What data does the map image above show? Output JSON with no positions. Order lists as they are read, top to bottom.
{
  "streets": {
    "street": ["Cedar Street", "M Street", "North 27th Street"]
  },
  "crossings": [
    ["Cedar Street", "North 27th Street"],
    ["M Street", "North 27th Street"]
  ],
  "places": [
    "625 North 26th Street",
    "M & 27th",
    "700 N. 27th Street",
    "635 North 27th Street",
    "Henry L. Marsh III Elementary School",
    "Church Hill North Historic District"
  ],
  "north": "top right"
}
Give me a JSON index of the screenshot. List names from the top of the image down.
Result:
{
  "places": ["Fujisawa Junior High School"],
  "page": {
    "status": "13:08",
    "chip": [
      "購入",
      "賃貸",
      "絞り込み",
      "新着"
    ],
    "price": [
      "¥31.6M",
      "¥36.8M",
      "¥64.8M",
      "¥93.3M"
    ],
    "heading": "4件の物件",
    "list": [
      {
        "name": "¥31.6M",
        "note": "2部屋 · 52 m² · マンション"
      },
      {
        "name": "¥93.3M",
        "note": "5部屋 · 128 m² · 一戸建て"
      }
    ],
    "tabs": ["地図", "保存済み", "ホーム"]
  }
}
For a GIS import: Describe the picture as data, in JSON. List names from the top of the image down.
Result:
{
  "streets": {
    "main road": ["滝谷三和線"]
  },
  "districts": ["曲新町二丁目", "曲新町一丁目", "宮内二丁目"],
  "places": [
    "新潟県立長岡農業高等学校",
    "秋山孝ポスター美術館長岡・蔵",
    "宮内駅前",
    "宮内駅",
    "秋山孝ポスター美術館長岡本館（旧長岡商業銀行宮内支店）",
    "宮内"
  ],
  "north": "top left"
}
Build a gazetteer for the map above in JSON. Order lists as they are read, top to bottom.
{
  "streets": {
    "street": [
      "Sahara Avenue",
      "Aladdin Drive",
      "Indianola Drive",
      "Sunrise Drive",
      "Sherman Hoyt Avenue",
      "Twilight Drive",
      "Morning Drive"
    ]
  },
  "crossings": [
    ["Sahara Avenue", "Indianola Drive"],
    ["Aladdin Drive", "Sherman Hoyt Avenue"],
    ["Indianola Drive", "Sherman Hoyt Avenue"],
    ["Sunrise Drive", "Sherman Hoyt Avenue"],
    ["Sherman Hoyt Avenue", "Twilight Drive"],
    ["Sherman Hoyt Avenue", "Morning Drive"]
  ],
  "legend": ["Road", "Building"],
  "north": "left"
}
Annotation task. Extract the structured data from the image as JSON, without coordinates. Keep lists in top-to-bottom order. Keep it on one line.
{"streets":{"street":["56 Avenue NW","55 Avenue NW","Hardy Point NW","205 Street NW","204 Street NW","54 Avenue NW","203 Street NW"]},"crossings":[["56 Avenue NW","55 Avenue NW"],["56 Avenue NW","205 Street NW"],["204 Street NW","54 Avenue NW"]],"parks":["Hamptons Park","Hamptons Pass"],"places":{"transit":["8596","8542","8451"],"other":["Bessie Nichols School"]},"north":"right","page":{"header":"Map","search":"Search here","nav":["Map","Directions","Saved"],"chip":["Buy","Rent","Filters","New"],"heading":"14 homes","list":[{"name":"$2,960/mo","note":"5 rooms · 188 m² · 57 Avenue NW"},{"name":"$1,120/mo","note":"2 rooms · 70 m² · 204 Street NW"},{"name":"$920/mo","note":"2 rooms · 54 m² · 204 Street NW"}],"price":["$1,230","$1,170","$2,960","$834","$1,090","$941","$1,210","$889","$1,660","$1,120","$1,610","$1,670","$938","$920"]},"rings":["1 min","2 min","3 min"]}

--------------------

**YOUR OBJECTIVE**
Among the entries, count the lines that hold "names". Reply with the count only.

**WRITTEN REPLY**
2